This is easier than it looks at first glance, and if you need help with it, I will design yours with you during your one-to-one session with me.
A step-by step guide to getting a healthy amount of sleep
(7 to 8 hours)
- Decide what time you want to get up. For example, at 6:30am.
- Deduct 8.5 hours, which is 10pm. This is the time you get into bed.
- Deduct 1 hour, which is 9pm. This is the time you start winding down and preparing for bed.
Set gentle reminders using the alarm settings on your phone.
- Set an alarm for 8:45, prompting you to finish work, and turn off the computer, TV and put your phone into flight mode.

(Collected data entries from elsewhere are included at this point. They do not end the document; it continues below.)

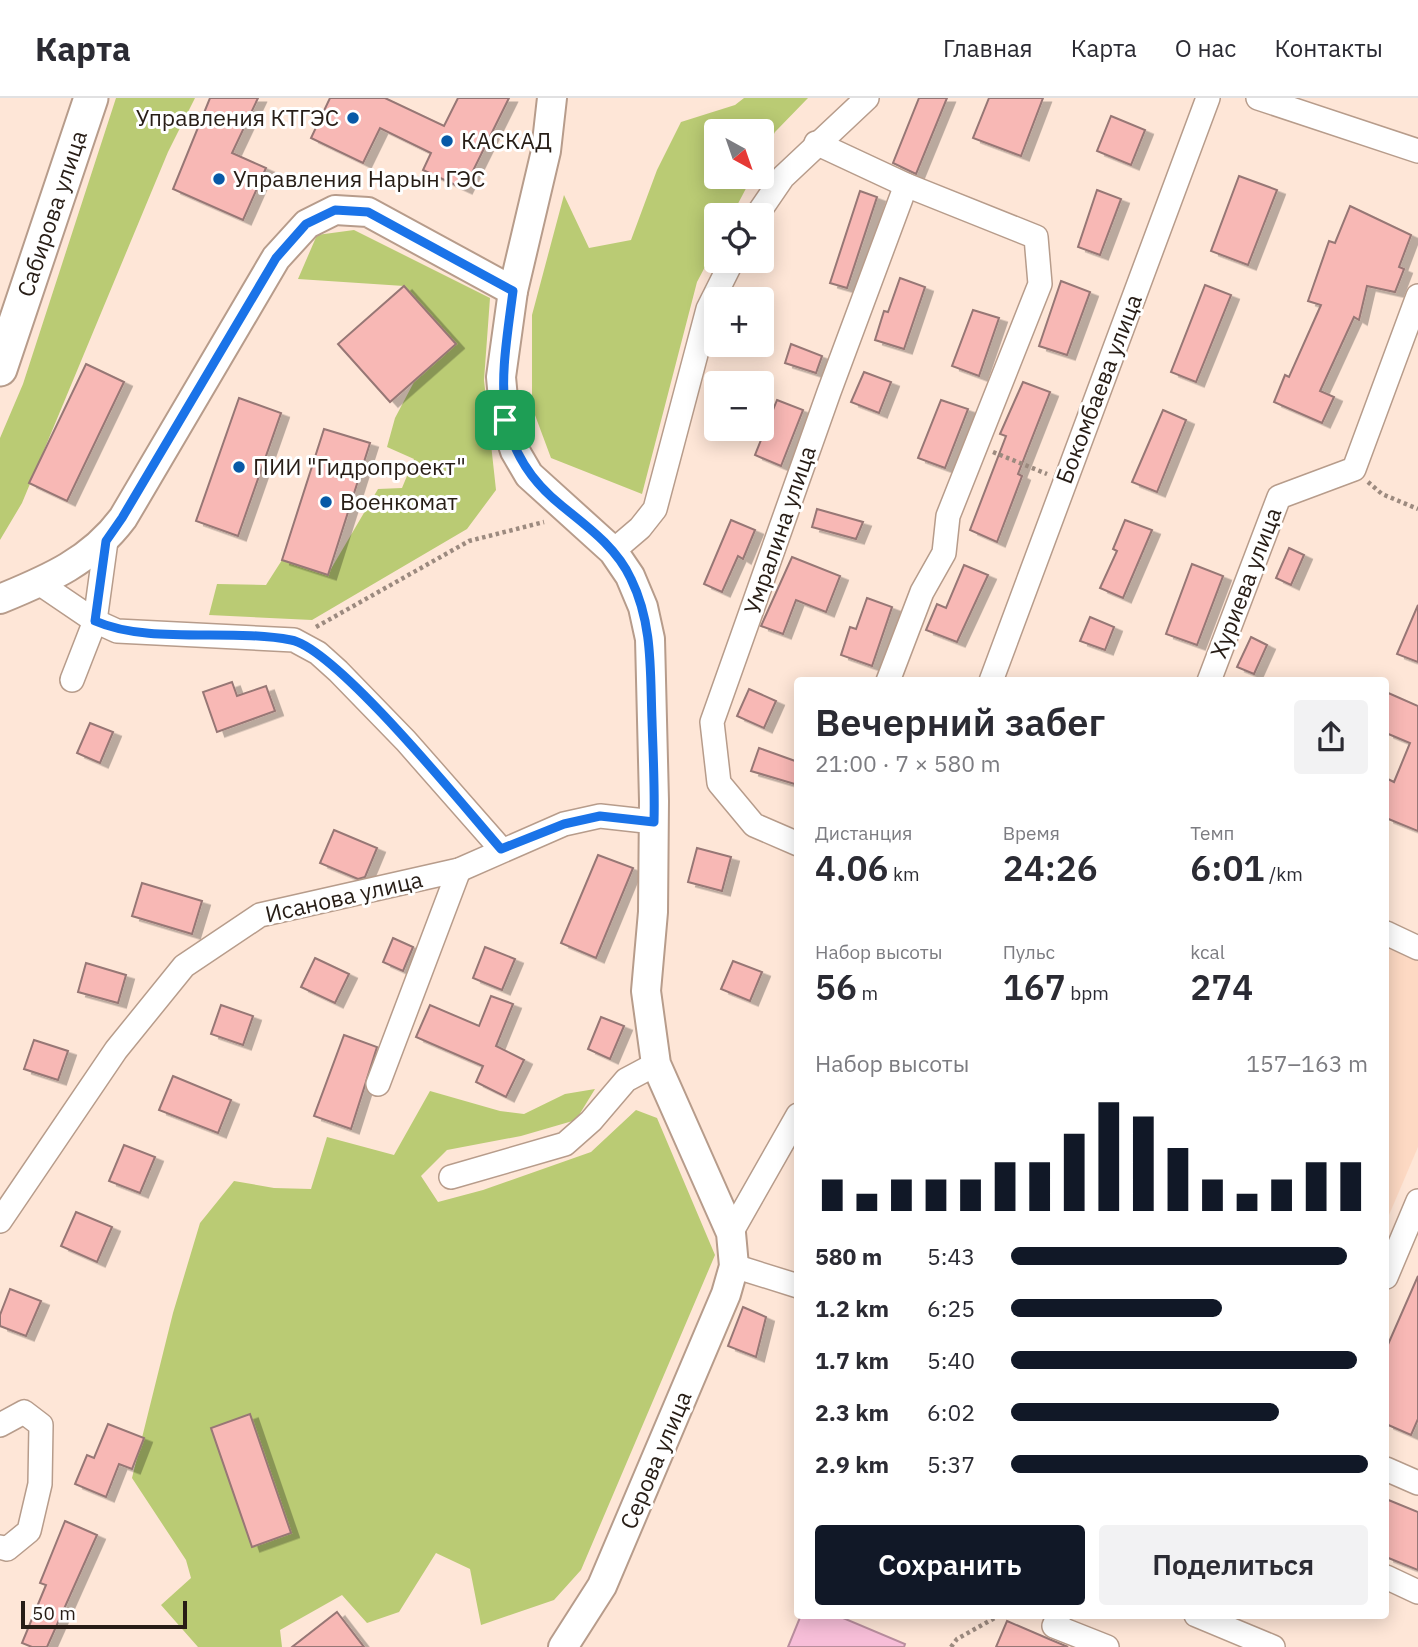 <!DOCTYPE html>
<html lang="ru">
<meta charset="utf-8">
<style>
body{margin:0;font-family:"IBM Plex Sans",sans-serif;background:#f2f2f3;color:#2b2b33;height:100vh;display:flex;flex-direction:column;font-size:26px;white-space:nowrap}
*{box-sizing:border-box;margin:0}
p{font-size:23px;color:#7c7c81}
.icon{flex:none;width:38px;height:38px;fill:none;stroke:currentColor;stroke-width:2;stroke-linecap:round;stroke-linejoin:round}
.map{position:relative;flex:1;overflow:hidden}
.panel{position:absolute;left:794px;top:579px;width:595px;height:942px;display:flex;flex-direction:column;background:#fff;border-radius:7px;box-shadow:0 4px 18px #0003}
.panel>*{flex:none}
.needle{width:46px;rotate:140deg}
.tools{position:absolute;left:704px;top:21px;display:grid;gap:14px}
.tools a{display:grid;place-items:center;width:70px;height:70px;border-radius:7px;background:#fff;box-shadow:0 4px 18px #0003;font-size:35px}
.scale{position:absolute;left:21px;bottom:18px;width:166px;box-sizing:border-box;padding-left:7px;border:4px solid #271d16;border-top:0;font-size:19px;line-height:24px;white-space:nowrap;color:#271d16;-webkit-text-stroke:5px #fff;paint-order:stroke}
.pin{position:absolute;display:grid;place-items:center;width:60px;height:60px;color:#fff;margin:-30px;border-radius:14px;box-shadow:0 4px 10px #0006}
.round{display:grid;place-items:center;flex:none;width:74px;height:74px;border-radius:7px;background:#f2f2f3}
.head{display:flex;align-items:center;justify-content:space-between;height:119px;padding:0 21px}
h1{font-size:38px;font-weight:600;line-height:52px}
.metrics{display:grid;grid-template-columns:repeat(3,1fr);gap:10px;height:119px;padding:7px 21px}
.metrics div{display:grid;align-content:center}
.metrics b{font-size:35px;font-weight:600}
.metrics small{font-size:19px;font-weight:400}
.metrics p{font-size:19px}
.chart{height:196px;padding:14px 21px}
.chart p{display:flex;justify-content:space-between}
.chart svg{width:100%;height:126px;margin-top:7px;stroke:#111827;stroke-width:6}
.cta{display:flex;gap:14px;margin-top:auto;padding:14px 21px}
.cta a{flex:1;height:80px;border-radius:7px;background:#111827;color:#fff;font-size:28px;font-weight:600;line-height:80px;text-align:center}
.cta a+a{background:#f2f2f3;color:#2b2b33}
ul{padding:0 21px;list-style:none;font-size:23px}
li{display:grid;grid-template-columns:112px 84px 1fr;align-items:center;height:52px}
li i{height:18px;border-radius:9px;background:#111827}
header{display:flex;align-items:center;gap:42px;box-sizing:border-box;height:98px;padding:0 35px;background:#fff;border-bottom:2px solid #e1e1e2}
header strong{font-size:33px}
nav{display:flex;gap:38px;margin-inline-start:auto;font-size:24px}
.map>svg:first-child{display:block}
.built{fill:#fdd9c3}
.green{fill:#bacb74}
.water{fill:#f7bed8;stroke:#b98e9e;stroke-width:2}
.building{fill:#f8b8b5;stroke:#977775;stroke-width:2;filter:url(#shadow)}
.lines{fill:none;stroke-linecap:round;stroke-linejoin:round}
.minor-casing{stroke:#b79c8b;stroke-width:26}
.major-casing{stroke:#b79c8b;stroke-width:32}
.highway-casing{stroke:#b79c8b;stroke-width:37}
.path{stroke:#9c8a7f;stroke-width:4.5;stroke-dasharray:3.5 3.5;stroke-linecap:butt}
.minor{stroke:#fff;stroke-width:23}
.major{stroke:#fff;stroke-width:28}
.highway{stroke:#fff;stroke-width:33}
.route-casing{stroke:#fff;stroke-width:14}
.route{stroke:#1a73e8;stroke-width:9}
.poi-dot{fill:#0859a7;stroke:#fff;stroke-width:2.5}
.labels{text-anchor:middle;stroke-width:6;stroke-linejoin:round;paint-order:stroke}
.poi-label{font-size:23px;fill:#271d16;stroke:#fff;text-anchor:start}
.street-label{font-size:23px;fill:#271d16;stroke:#fff}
</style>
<header>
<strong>Карта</strong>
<nav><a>Главная</a><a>Карта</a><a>О нас</a><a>Контакты</a></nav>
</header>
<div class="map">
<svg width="1418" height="1549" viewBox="0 0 1418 1549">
<defs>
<filter id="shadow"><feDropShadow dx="8" dy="4.5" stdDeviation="0" flood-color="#0004"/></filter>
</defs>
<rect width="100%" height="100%" fill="#fee6d7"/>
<!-- built -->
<polygon class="built" points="1386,847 1418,860 1418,1049 1386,1124"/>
<!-- green -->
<g class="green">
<polygon points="116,0 195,0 168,54 22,405 0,442 0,340 23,286"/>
<polygon points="744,0 808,0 775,34 761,61 761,33 716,33 716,79 752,79 732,117 716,117 716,148 697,184 642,396 551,360 532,309 532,217 564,97 589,150 631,142 657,72 681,24 735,7"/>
<polygon points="354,132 490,200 484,282 496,392 467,431 312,522 209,517 217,486 266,487 282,462 328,476 378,391 402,390 414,361 387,349 395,320 414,284 455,246 404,188 298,181 317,137"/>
<polygon points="595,991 576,1022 521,1038 447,1052 421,1078 438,1104 483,1092 591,1054 636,1012 657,1020 715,1157 581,1472 554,1502 481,1527 470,1471 436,1455 399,1514 367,1525 342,1497 280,1532 282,1549 198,1549 161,1507 191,1480 186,1462 132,1380 173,1215 200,1125 234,1083 274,1090 311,1091 327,1039 394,1057 430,993 500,1013 524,1016 565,996"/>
</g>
<!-- water -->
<polygon class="water" points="801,1517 836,1517 905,1546 904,1549 788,1549"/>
<!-- building -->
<g class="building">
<polygon points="210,0 258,0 232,55 266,70 243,122 173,91"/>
<polygon points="330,0 385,0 444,28 458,0 509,0 464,91 423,72 431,55 380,30 363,65 311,40"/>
<polygon points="919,0 947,0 916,76 893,65"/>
<polygon points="989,0 1043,0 1021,58 973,40"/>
<polygon points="1111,18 1145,32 1131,67 1097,53"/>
<polygon points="1239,78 1277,92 1248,167 1211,153"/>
<polygon points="1097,92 1121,101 1100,157 1078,149"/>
<polygon points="860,93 877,99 847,190 830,185"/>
<polygon points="1350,108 1411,137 1399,169 1404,171 1395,194 1367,188 1359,222 1354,219 1320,293 1334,299 1322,325 1274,304 1285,277 1289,279 1321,207 1308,203 1329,143 1335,145"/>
<polygon points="900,180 925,189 904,251 875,242 884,213 888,214"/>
<polygon points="1061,183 1090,194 1067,257 1039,248"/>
<polygon points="1205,187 1231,197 1196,284 1171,274"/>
<polygon points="404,188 456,246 390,304 338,246"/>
<polygon points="973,212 999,220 979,278 952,268"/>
<polygon points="791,246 822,258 816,275 785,265"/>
<polygon points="86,266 124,284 67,403 29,385"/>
<polygon points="864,274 891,284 879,315 851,304"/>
<polygon points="1023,284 1050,294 1018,376 1022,378 997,444 970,432 1006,338 1000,336"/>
<polygon points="239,300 281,315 238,438 196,423"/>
<polygon points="777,302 803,312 781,368 755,357"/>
<polygon points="941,302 968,311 945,370 918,360"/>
<polygon points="1163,312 1186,322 1157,394 1132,384"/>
<polygon points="324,331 370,345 328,477 282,462"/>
<polygon points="817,411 863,424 856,441 812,429"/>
<polygon points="731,422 755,432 743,461 738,458 722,494 704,486"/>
<polygon points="1125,422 1152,432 1123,500 1100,490 1117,453 1113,451"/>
<polygon points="1289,450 1304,457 1291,487 1276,480"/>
<polygon points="792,459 840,478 826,514 796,502 783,536 761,528"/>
<polygon points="1192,466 1223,478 1197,547 1166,536"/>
<polygon points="964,467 988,477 957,544 926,532 937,506 946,510"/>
<polygon points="867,500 892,509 872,568 841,557 850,529 856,531"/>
<polygon points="1418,507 1418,564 1397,556"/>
<polygon points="1090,519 1114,529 1105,552 1080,543"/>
<polygon points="1251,539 1267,547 1254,576 1237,569"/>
<polygon points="232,584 237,598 266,588 275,613 217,634 203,594"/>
<polygon points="749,591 776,603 764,630 737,618"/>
<polygon points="1386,594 1418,608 1418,733 1386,720 1386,680 1394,684 1410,645 1386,635"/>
<polygon points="90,625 113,634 100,665 77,655"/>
<polygon points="759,650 798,664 798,687 751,673"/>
<polygon points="334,732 377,750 365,779 358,781 320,765"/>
<polygon points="697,750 731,759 722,793 688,784"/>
<polygon points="598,757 633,770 596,860 561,845"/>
<polygon points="142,785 202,803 192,836 132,818"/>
<polygon points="393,840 413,849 403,873 383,864"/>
<polygon points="485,849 515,861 502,892 473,880"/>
<polygon points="315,860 349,876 335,905 301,889"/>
<polygon points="733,863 762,874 750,903 721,891"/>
<polygon points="86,865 126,877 118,905 78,894"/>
<polygon points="491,898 513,906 496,948 524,962 506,999 476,984 483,968 416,939 430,907 479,928"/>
<polygon points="221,907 253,918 243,947 211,936"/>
<polygon points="601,919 624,928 610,961 588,951"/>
<polygon points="344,937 377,949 351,1031 314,1018"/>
<polygon points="34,942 68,953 58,982 24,971"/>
<polygon points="173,978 231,1002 218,1035 159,1012"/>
<polygon points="124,1047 155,1059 140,1095 109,1083"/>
<polygon points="76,1114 112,1129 97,1164 61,1148"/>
<polygon points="1418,1178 1418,1321 1411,1337 1386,1326 1386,1251"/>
<polygon points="10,1191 41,1203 26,1238 0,1228 0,1217"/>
<polygon points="743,1209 766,1219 756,1259 728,1248"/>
<polygon points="250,1316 291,1435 252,1449 211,1330"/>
<polygon points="108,1326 144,1340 132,1371 119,1366 106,1399 75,1386 87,1357 94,1360"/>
<polygon points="1386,1401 1418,1414 1418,1472 1386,1459"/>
<polygon points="65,1423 97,1437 47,1549 32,1549 22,1545 46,1487 40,1485"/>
<polygon points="337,1514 364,1549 292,1549"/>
<polygon points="1007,1523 1049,1541 1068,1549 996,1549"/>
</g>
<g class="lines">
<!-- minor casing -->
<g class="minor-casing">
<g id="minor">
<polyline points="1258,0 1418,53"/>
<polyline points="816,45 906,87 1036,139 1040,186 948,418 944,455 922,494 888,583"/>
<polyline points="757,117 783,79 867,0"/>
<polyline points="613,453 640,430 655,411 708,211 732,163"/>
<polyline points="39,485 95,523 117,533 294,542 318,555 338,573 406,643 501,751"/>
<polyline points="72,582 95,523 106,443"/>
<polyline points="991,583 1208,0"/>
<polyline points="1209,583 1279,399 1354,371 1418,198"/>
<polyline points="798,746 754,727 719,685 712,624 829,294 906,87"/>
<polyline points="1386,835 1418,850"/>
<polyline points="378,986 459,772"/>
<polyline points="451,1079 565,1046 591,1023 626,982 656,966"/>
<polyline points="0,1123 116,952 184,868 260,817 459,772 564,726 600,718 654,724"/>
<polyline points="731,1135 798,1017"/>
<polyline points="734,1168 798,1188"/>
<polyline points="1386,1179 1418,1103"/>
<polyline points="0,1327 24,1314 41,1327 40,1386 29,1433 7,1451 0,1449"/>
<polyline points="1386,1371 1418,1385"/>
<polyline points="1386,1479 1418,1494"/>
<polyline points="1059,1517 1054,1528 1107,1549"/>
<polyline points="1196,1517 1273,1549"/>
</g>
</g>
<!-- major casing -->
<g class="major-casing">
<g id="major">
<polyline points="552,0 546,53 513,193 501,279 505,322 515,353 529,377 613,453 630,478 643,509 650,541 654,703 653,814 646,893 656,966 731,1135 734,1168 726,1196 602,1488 563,1549"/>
<path d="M0,501C49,481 91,463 123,420L276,160L307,126L335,112L368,114L513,193"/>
</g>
</g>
<!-- highway casing -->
<g class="highway-casing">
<g id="highway">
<path id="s1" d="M0,271L91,0"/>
</g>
</g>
<!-- path -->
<g class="path">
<polyline points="993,354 1047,376"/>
<polyline points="1368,384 1382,396 1418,411"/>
<polyline points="316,529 469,443 544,424"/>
<polyline points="951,1549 957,1541 1000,1517"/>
</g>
<!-- minor -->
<use href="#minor" class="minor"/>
<!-- major -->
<use href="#major" class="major"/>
<!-- highway -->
<use href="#highway" class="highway"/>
</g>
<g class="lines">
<!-- route casing -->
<g class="route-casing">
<path id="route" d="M335,112L368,114L513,193C502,278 486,348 562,408C588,429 617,450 631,481C653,526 650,573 652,622C653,656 655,690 654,724L600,718L564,726L501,751C465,710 336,550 291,542C230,530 150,547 95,523L106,443L122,420L276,160L306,126Z"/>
</g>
<!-- route -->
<use href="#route" class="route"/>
</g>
<!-- markers -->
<g class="poi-dot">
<circle cx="353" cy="20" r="7"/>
<circle cx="447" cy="43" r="7"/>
<circle cx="219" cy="81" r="7"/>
<circle cx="239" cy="369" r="7"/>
<circle cx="326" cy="404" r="7"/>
</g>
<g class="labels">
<!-- poi labels -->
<g class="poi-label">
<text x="339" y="28" text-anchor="end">Управления КТГЭС</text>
<text x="461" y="51">КАСКАД</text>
<text x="233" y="89">Управления Нарын ГЭС</text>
<text x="253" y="377">ПИИ "Гидропроект"</text>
<text x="340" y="412">Военкомат</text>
</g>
<!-- street labels -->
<g class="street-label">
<text dy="8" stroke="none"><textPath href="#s1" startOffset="164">Сабирова улица</textPath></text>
<text transform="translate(1099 291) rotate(-69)" y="8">Бокомбаева улица</text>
<text transform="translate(780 432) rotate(-71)" y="8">Умралина улица</text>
<text transform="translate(1246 485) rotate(-69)" y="8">Хуриева улица</text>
<text transform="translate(344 799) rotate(-13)" y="8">Исанова улица</text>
<text transform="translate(656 1362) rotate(-67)" y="8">Серова улица</text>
</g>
</g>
</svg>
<div class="tools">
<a><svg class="needle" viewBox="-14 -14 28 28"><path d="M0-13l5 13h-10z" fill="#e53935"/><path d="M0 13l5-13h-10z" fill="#7c7c81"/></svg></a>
<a><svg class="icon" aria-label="locate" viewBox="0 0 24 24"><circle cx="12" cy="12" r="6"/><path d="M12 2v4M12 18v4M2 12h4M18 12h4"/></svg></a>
<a>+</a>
<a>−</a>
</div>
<div class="scale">50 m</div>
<div class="pin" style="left:505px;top:322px;background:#1e9e55"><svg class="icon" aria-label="arrive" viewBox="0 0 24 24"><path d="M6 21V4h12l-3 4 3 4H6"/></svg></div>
<section class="panel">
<div class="head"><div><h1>Вечерний забег</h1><p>21:00 · 7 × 580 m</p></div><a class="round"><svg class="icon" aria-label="share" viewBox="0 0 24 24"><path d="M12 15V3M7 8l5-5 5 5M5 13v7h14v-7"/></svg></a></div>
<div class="metrics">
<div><p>Дистанция</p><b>4.06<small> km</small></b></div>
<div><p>Время</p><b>24:26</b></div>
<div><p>Темп</p><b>6:01<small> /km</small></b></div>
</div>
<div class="metrics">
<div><p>Набор высоты</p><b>56<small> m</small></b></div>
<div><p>Пульс</p><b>167<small> bpm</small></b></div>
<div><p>kcal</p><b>274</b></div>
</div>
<div class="chart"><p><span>Набор высоты</span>157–163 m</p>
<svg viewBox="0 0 160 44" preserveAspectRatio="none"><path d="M5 44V33M15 44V38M25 44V33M35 44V33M45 44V33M55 44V27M65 44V27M75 44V17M85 44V6M95 44V11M105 44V22M115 44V33M125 44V38M135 44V33M145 44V27M155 44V27"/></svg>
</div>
<ul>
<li><b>580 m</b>5:43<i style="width:94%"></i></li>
<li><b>1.2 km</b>6:25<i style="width:59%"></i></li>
<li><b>1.7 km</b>5:40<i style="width:97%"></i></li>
<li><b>2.3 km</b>6:02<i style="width:75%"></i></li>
<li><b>2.9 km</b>5:37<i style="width:100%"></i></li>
</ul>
<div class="cta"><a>Сохранить</a><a>Поделиться</a></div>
</section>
</div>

- Snooze that alarm for 15 minutes, because it’s easy to get distracted!
- Set a different alarm for 9:45pm to remind you that you’ve got 15 minutes to finish showering, preparing your breakfast, planning your diary for tomorrow, reading a book, meditating or generally winding down for bed.
- Snooze this alarm for 15minutes, yes, because it’s easy to get distracted!
Then go to bed, and get ready to enjoy your 8 hours of sleep.
It should take you about 15 to 20 minutes to fall asleep, and you can use this time to silently give gratitude by replaying your day, and thinking about all that you have to be grateful for. Or thinking about your loved ones, or anyone who might have helped you that day, and give thanks silently in your mind.
Or you can focus on your breath. Simply breathing in and out through your nose. Noticing how the breaths get longer and deeper and more relaxed.
Protect your sleep window as if your life depends on it… because actually, it does!